> Instructions for the task
Everything from the first line below through the line with "Input: one rendered" is to be transcribed exactly, and nothing past it.

> Supplied records

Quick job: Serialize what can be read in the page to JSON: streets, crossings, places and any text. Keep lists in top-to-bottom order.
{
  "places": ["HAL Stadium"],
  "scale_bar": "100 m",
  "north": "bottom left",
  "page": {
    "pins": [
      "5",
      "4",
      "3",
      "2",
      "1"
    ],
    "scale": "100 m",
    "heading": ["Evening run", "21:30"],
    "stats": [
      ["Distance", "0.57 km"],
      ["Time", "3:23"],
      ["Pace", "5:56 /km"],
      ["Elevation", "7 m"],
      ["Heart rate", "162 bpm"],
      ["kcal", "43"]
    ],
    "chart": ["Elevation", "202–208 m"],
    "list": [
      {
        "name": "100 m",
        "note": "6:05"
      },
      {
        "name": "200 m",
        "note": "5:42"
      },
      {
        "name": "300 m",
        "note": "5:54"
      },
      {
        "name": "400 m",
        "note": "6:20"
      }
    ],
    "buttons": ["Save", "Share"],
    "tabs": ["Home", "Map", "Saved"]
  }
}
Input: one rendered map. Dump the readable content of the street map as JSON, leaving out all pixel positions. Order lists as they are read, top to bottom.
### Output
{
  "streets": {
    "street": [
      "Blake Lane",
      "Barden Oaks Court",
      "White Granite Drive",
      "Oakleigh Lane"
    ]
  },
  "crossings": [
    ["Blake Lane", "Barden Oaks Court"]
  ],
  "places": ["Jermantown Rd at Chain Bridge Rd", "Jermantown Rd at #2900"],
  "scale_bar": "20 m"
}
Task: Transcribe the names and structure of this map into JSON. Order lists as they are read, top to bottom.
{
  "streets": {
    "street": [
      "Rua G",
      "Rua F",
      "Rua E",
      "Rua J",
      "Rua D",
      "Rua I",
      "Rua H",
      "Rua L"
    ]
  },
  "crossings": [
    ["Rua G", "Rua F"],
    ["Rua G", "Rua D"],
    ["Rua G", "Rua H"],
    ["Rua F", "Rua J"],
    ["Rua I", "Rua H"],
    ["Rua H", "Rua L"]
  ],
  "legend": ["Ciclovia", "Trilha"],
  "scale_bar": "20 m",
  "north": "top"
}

> Expected answer
Quick job: Serialize what can be read in the page to JSON: streets, crossings, places and any text. Keep lists in top-to-bottom order.
{
  "places": ["HAL Stadium"],
  "scale_bar": "100 m",
  "north": "bottom left",
  "page": {
    "pins": [
      "5",
      "4",
      "3",
      "2",
      "1"
    ],
    "scale": "100 m",
    "heading": ["Evening run", "21:30"],
    "stats": [
      ["Distance", "0.57 km"],
      ["Time", "3:23"],
      ["Pace", "5:56 /km"],
      ["Elevation", "7 m"],
      ["Heart rate", "162 bpm"],
      ["kcal", "43"]
    ],
    "chart": ["Elevation", "202–208 m"],
    "list": [
      {
        "name": "100 m",
        "note": "6:05"
      },
      {
        "name": "200 m",
        "note": "5:42"
      },
      {
        "name": "300 m",
        "note": "5:54"
      },
      {
        "name": "400 m",
        "note": "6:20"
      }
    ],
    "buttons": ["Save", "Share"],
    "tabs": ["Home", "Map", "Saved"]
  }
}
Input: one rendered map. Dump the readable content of the street map as JSON, leaving out all pixel positions. Order lists as they are read, top to bottom.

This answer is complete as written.